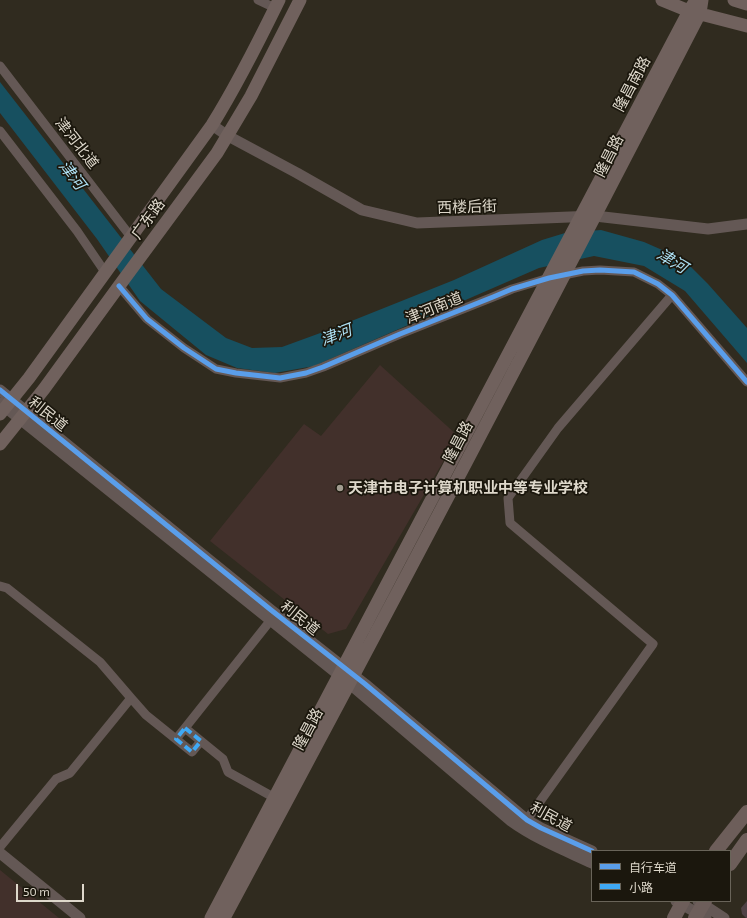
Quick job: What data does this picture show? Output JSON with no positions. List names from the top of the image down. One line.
{"streets":{"main road":["隆昌南路","隆昌路","广东路"],"street":["津河北道","西楼后街","津河南道","利民道"]},"crossings":[["隆昌南路","隆昌路"],["隆昌南路","西楼后街"],["津河北道","广东路"],["隆昌路","西楼后街"],["隆昌路","津河南道"],["隆昌路","利民道"],["西楼后街","广东路"],["广东路","津河南道"],["广东路","利民道"]],"water":["津河"],"places":["天津市电子计算机职业中等专业学校"],"legend":["自行车道","小路"],"scale_bar":"50 m"}
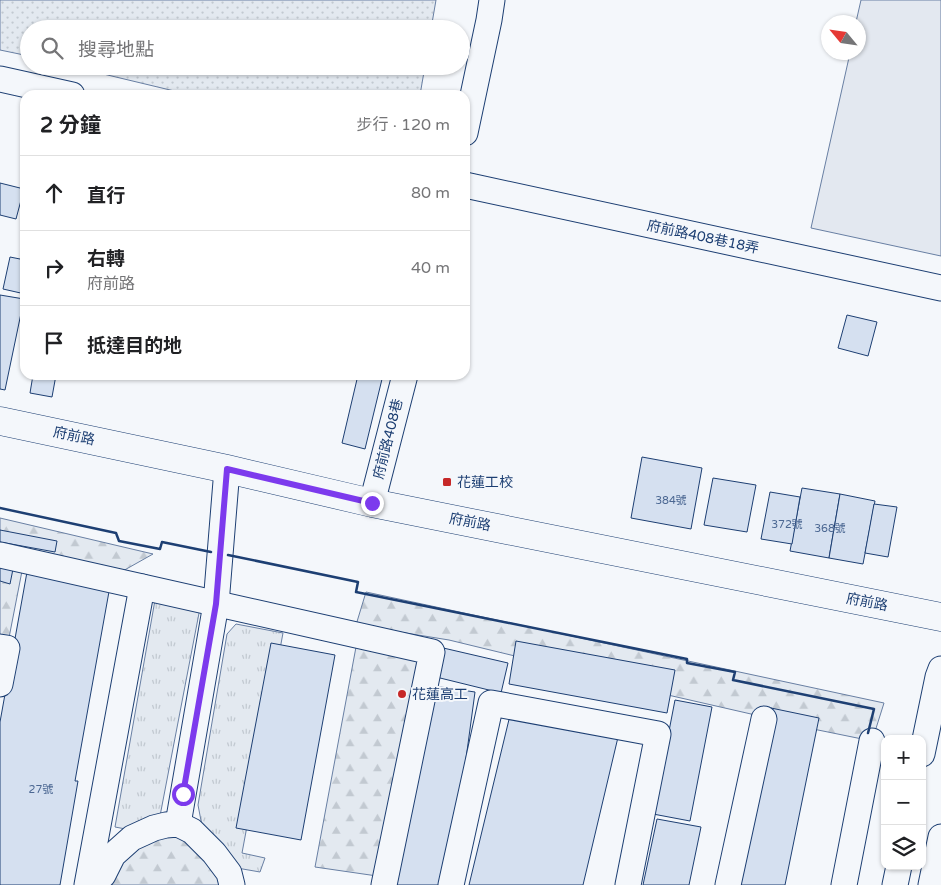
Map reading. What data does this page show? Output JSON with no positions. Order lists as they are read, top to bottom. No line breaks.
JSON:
{"streets":{"main road":["府前路"],"street":["府前路408巷18弄","府前路408巷"]},"crossings":[["府前路","府前路408巷"]],"places":{"transit":["花蓮工校"],"other":["花蓮高工"]},"house_numbers":["384號","372號","368號","27號"],"north":"top left","page":{"search":"搜尋地點","heading":["2 分鐘","步行 · 120 m"],"list":[["直行","80 m"],["右轉","府前路","40 m"],"抵達目的地"],"map_buttons":["+","−"]}}
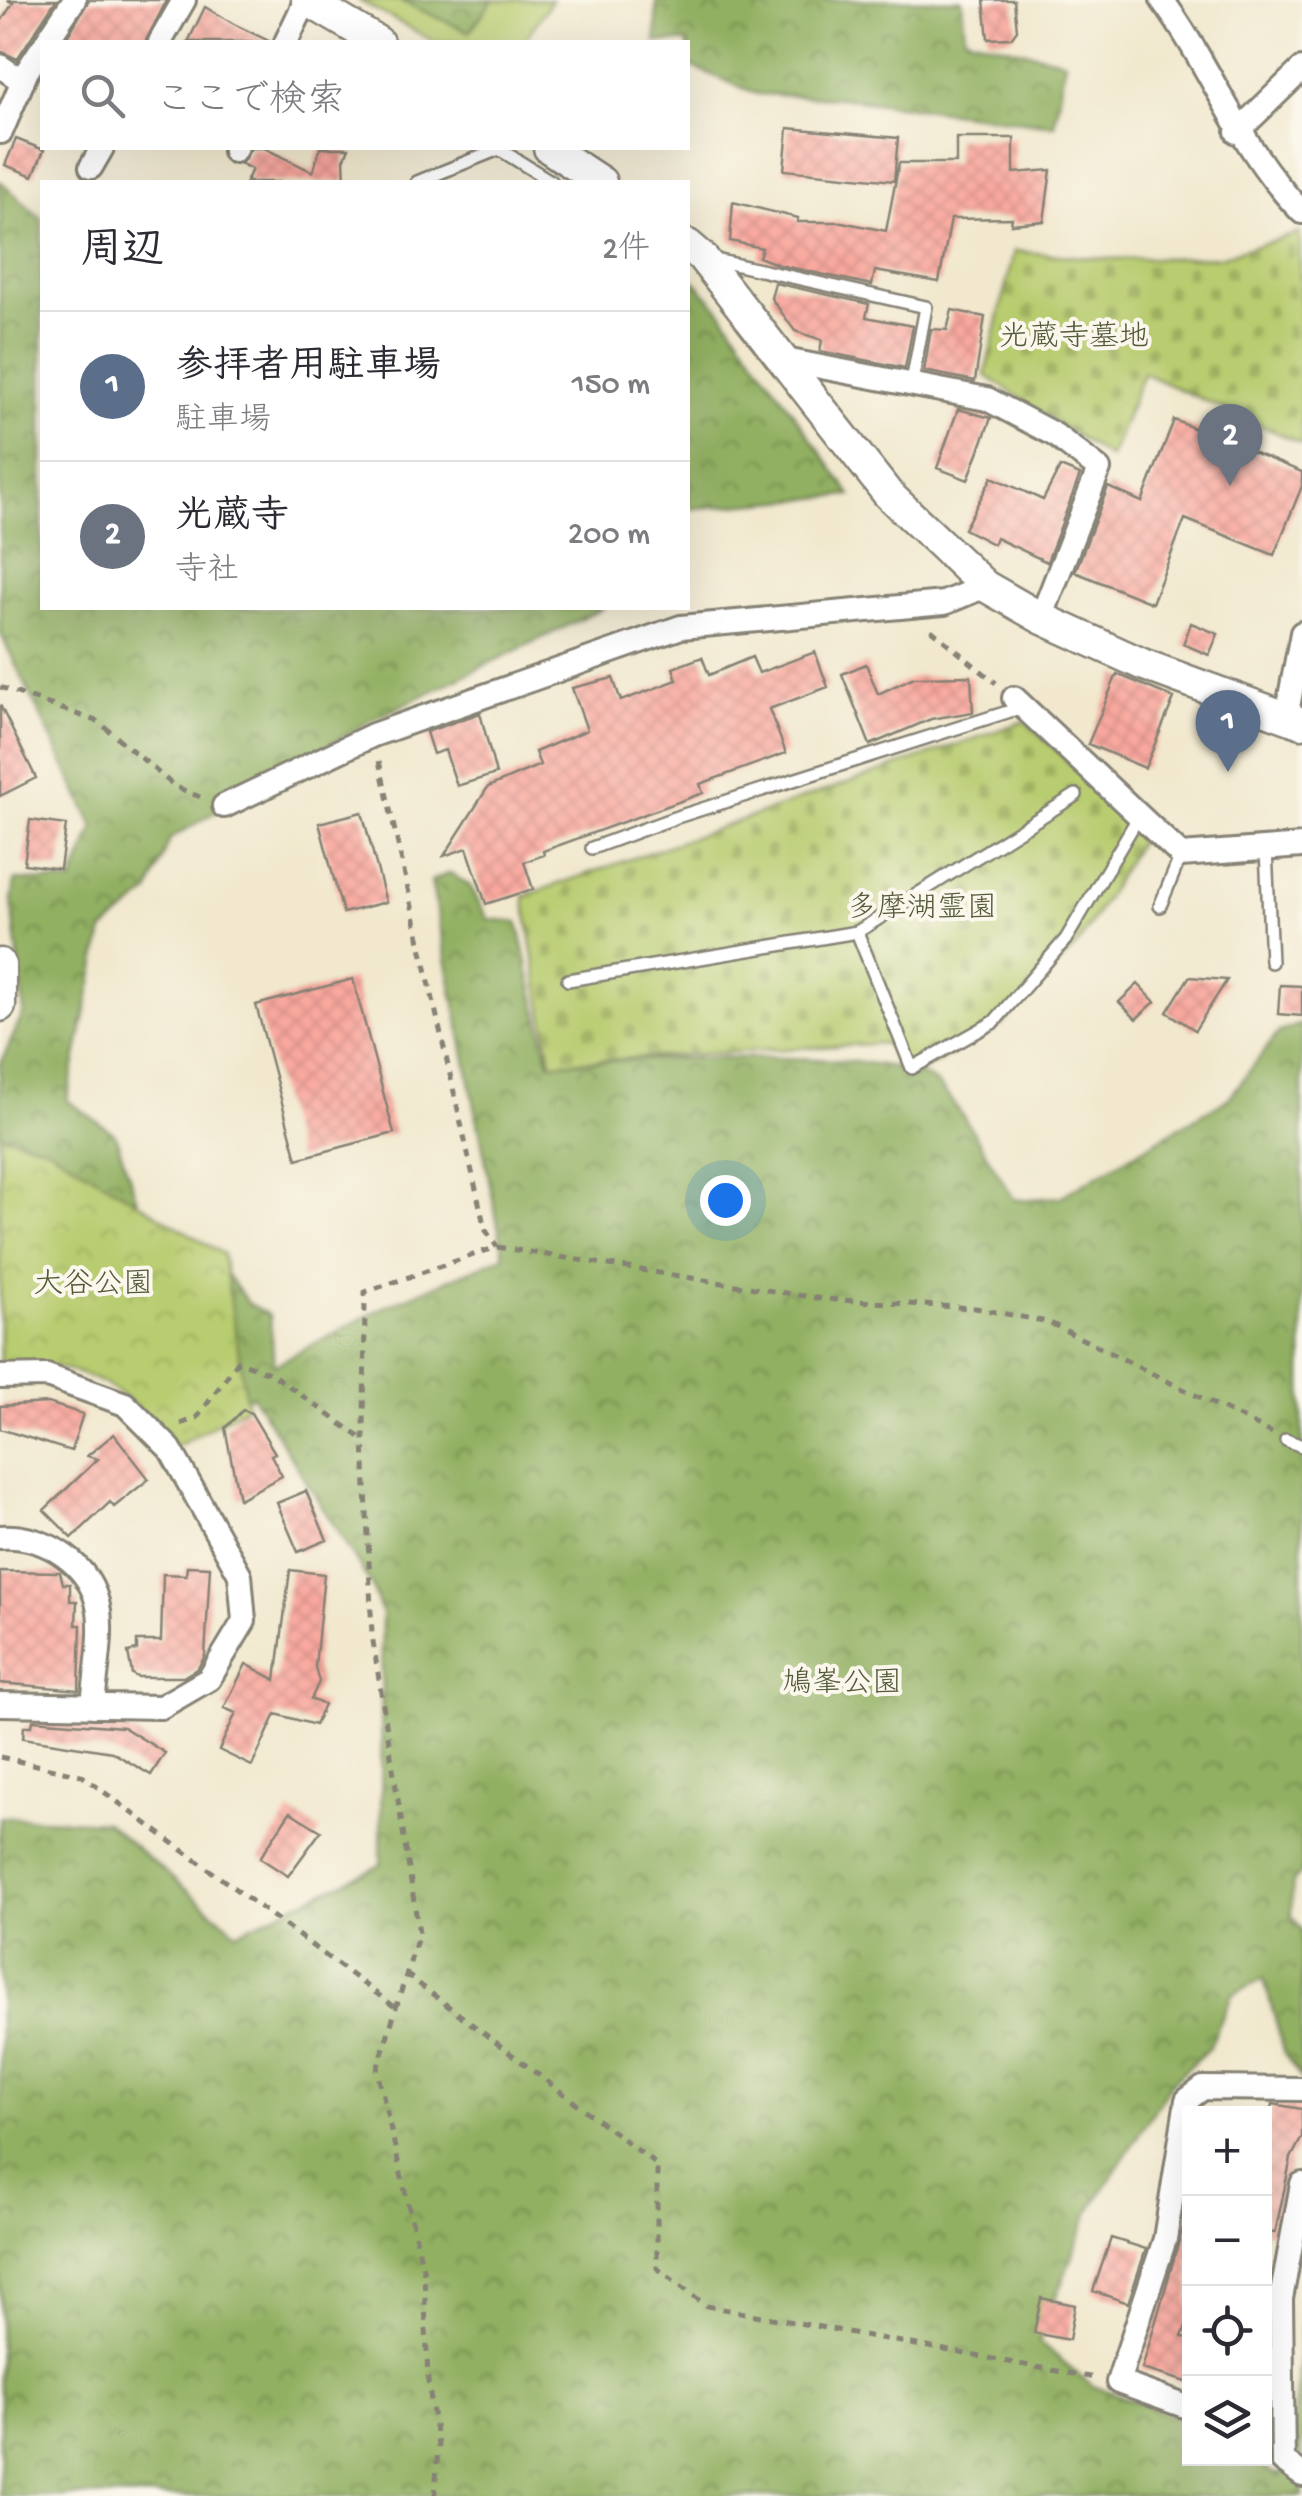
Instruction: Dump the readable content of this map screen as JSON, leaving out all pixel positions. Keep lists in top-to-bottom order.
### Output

◆ **PROBLEM TO SOLVE**
Go through the data above line by line, count those that contain the string "bottom", and reply with the count only.

◆ **SOLUTION TO THE EXERCISE**
2